> [What you are asked to do]
Scan the data for "page" and copy the lines it appears in.

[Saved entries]
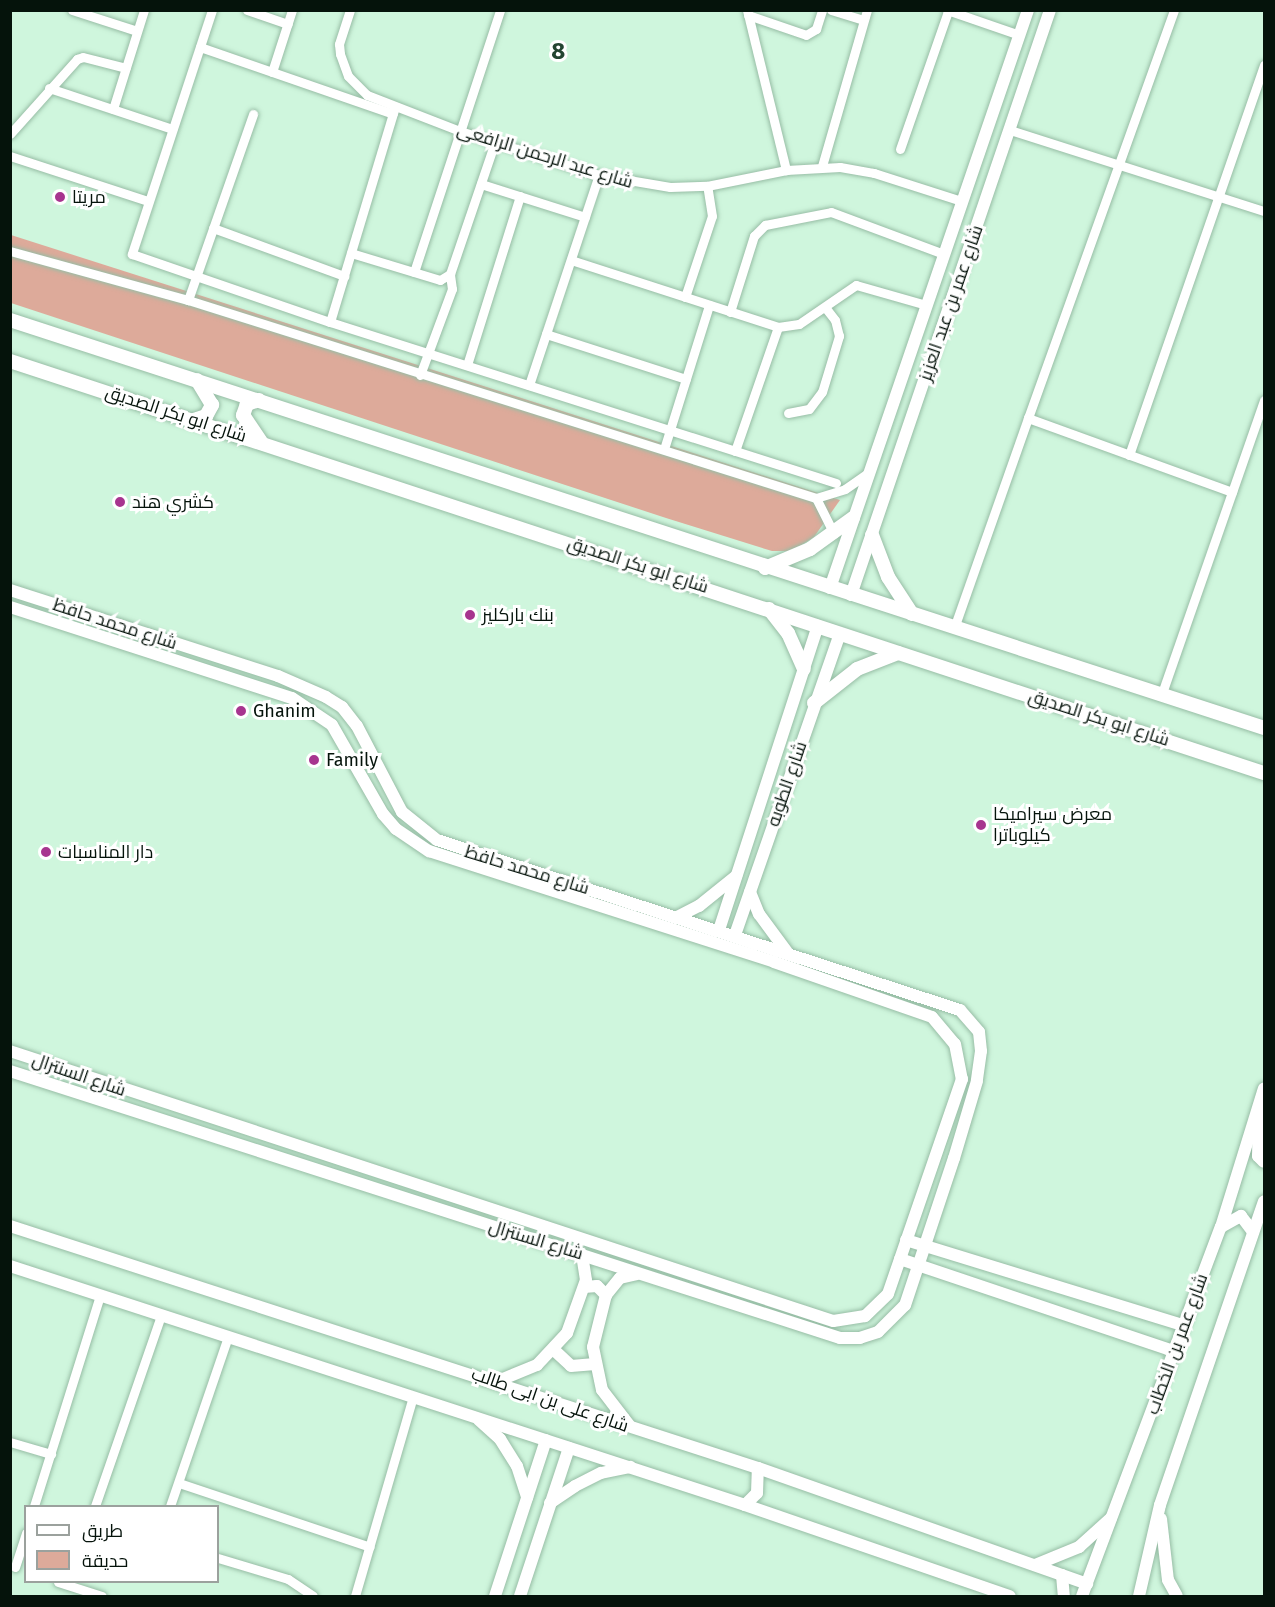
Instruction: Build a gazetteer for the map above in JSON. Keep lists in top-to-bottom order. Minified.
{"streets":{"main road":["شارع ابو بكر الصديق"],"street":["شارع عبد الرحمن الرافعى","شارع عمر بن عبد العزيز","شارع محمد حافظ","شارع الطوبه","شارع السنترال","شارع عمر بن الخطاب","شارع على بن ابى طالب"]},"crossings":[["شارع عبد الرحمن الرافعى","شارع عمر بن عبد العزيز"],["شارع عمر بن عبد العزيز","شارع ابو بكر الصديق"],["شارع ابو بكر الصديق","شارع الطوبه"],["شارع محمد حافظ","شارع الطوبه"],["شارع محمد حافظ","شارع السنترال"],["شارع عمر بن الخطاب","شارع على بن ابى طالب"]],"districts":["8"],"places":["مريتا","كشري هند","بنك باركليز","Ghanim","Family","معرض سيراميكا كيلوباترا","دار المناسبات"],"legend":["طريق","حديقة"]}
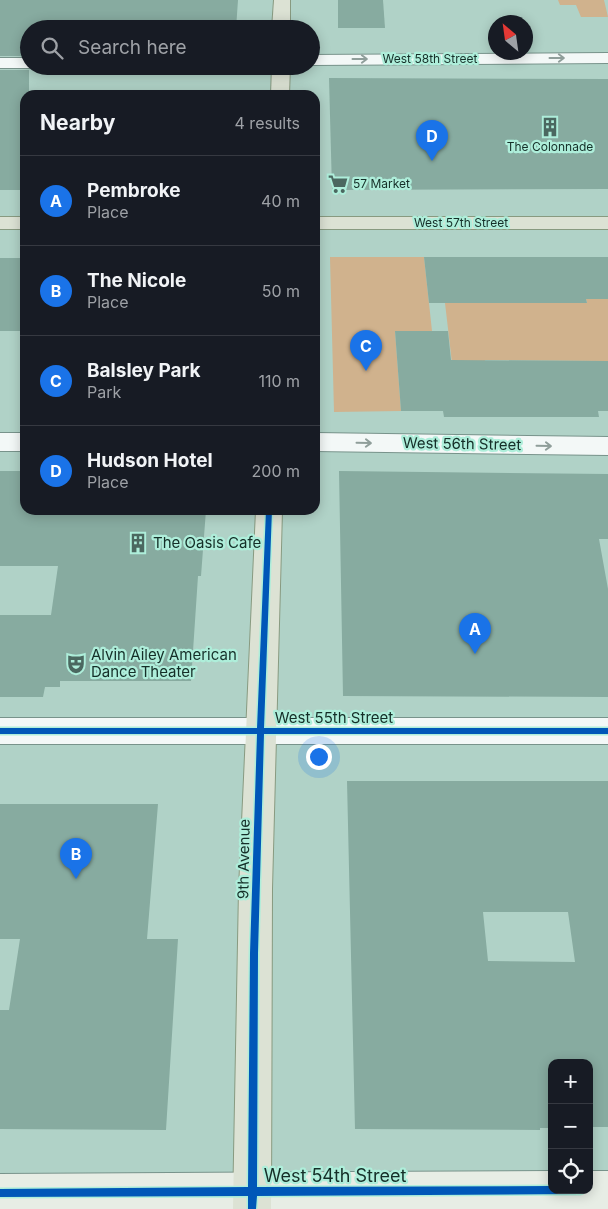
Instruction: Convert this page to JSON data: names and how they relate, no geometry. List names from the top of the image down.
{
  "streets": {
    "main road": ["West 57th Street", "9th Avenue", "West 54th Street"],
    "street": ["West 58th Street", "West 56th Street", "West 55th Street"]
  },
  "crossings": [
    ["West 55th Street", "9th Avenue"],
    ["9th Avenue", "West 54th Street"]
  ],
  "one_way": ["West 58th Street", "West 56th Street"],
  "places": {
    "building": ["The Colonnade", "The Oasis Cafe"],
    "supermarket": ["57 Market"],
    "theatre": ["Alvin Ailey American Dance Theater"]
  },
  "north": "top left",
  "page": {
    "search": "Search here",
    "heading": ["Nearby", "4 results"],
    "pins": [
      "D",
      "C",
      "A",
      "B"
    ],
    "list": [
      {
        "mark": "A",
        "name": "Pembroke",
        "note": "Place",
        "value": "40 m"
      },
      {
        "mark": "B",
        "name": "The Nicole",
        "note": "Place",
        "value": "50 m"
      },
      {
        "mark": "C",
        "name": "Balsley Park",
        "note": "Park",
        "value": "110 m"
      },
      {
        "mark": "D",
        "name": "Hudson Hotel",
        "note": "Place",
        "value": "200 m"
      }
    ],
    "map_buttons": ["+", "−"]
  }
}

> [Answer space]
Instruction: Convert this page to JSON data: names and how they relate, no geometry. List names from the top of the image down.
  "page": {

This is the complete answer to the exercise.